**Material for this task:**
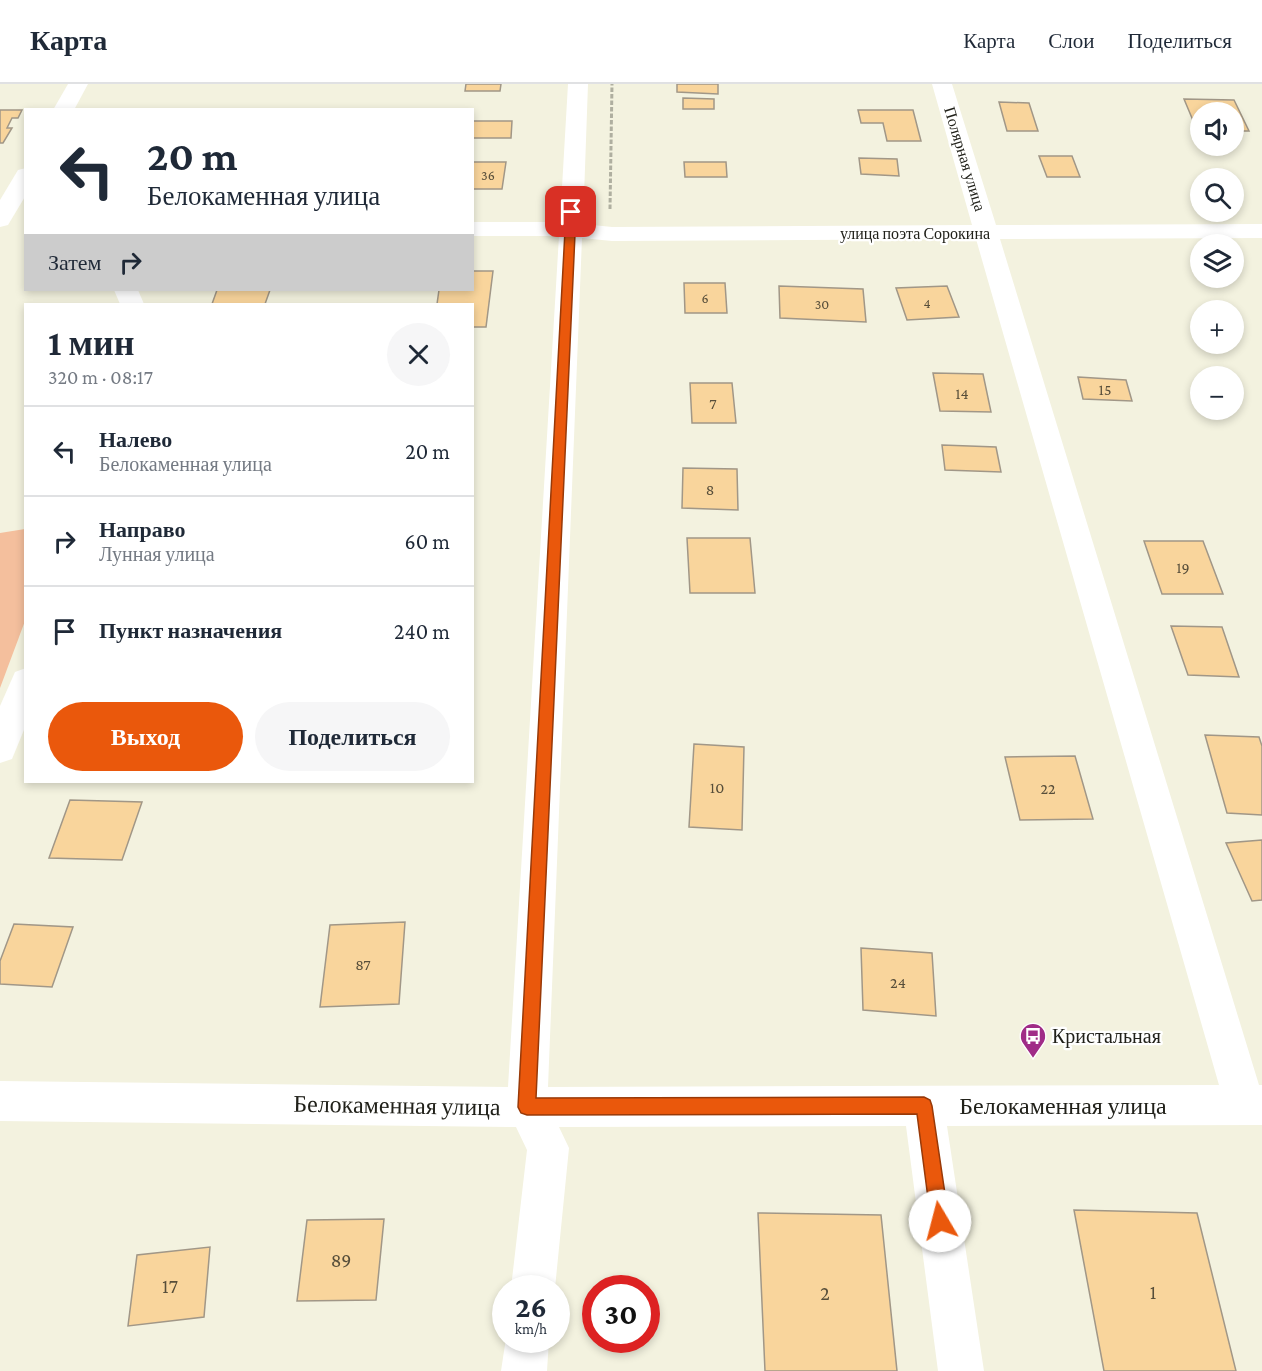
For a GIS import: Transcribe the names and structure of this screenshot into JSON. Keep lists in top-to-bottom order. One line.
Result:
{"streets":{"street":["Полярная улица","улица поэта Сорокина","Белокаменная улица"]},"crossings":[["Полярная улица","улица поэта Сорокина"],["Полярная улица","Белокаменная улица"]],"places":{"bus stop":["Кристальная"]},"house_numbers":["36","6","4","30","15","14","7","8","19","10","22","87","24","89","17","1","2"],"page":{"header":"Карта","nav":["Карта","Слои","Поделиться"],"map_buttons":["+","−"],"turn":["20 m","Белокаменная улица"],"then":"Затем","heading":["1 мин","320 m · 08:17"],"list":[{"name":"Налево","note":"Белокаменная улица","value":"20 m"},{"name":"Направо","note":"Лунная улица","value":"60 m"},{"name":"Пункт назначения","value":"240 m"}],"buttons":["Выход","Поделиться"],"speed":"26 km/h","limit":"30"}}
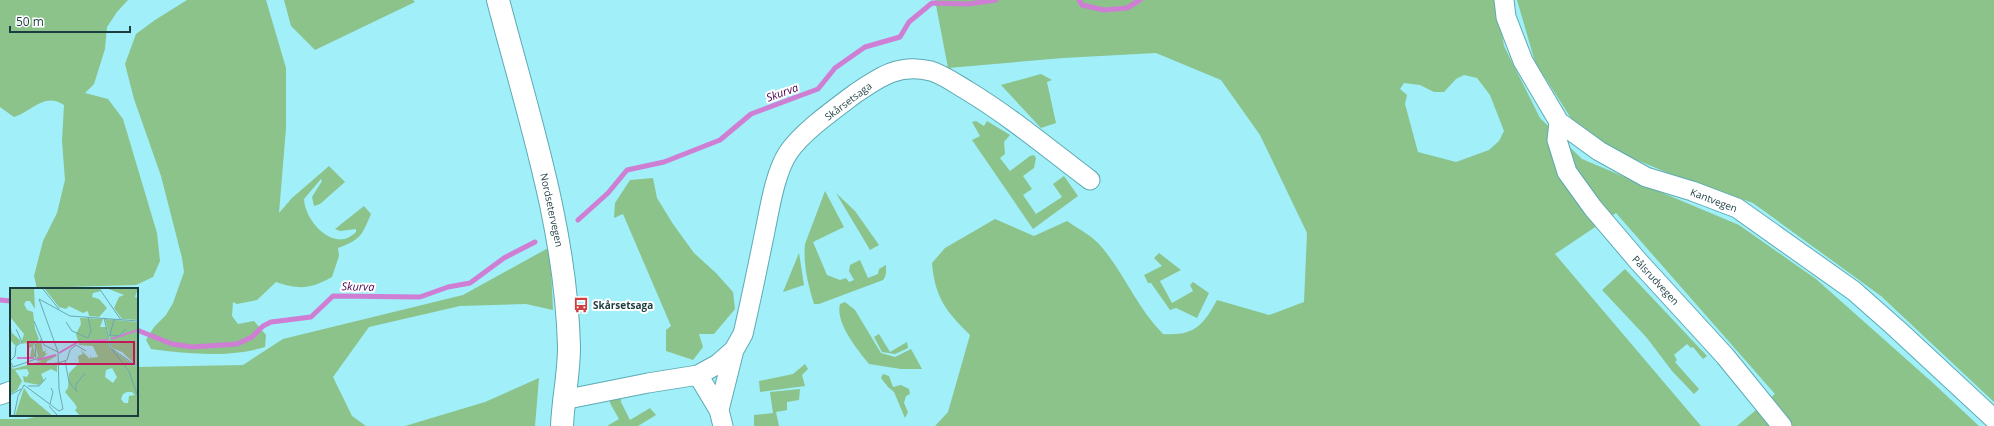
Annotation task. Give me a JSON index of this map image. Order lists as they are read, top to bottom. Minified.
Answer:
{"streets":{"main road":["Nordsetervegen"],"street":["Skårsetsaga","Kantvegen","Pålsrudvegen"]},"crossings":[["Skårsetsaga","Nordsetervegen"],["Kantvegen","Pålsrudvegen"]],"water":["Skurva"],"places":{"bus stop":["Skårsetsaga"]},"scale_bar":"50 m"}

**Task to complete:** Starting at the line that contains "Annotation task. Give", output each remaining line of the listing, the last line included, exactly as it appears.

**Exercise response:**
Annotation task. Give me a JSON index of this map image. Order lists as they are read, top to bottom. Minified.
Answer:
{"streets":{"main road":["Nordsetervegen"],"street":["Skårsetsaga","Kantvegen","Pålsrudvegen"]},"crossings":[["Skårsetsaga","Nordsetervegen"],["Kantvegen","Pålsrudvegen"]],"water":["Skurva"],"places":{"bus stop":["Skårsetsaga"]},"scale_bar":"50 m"}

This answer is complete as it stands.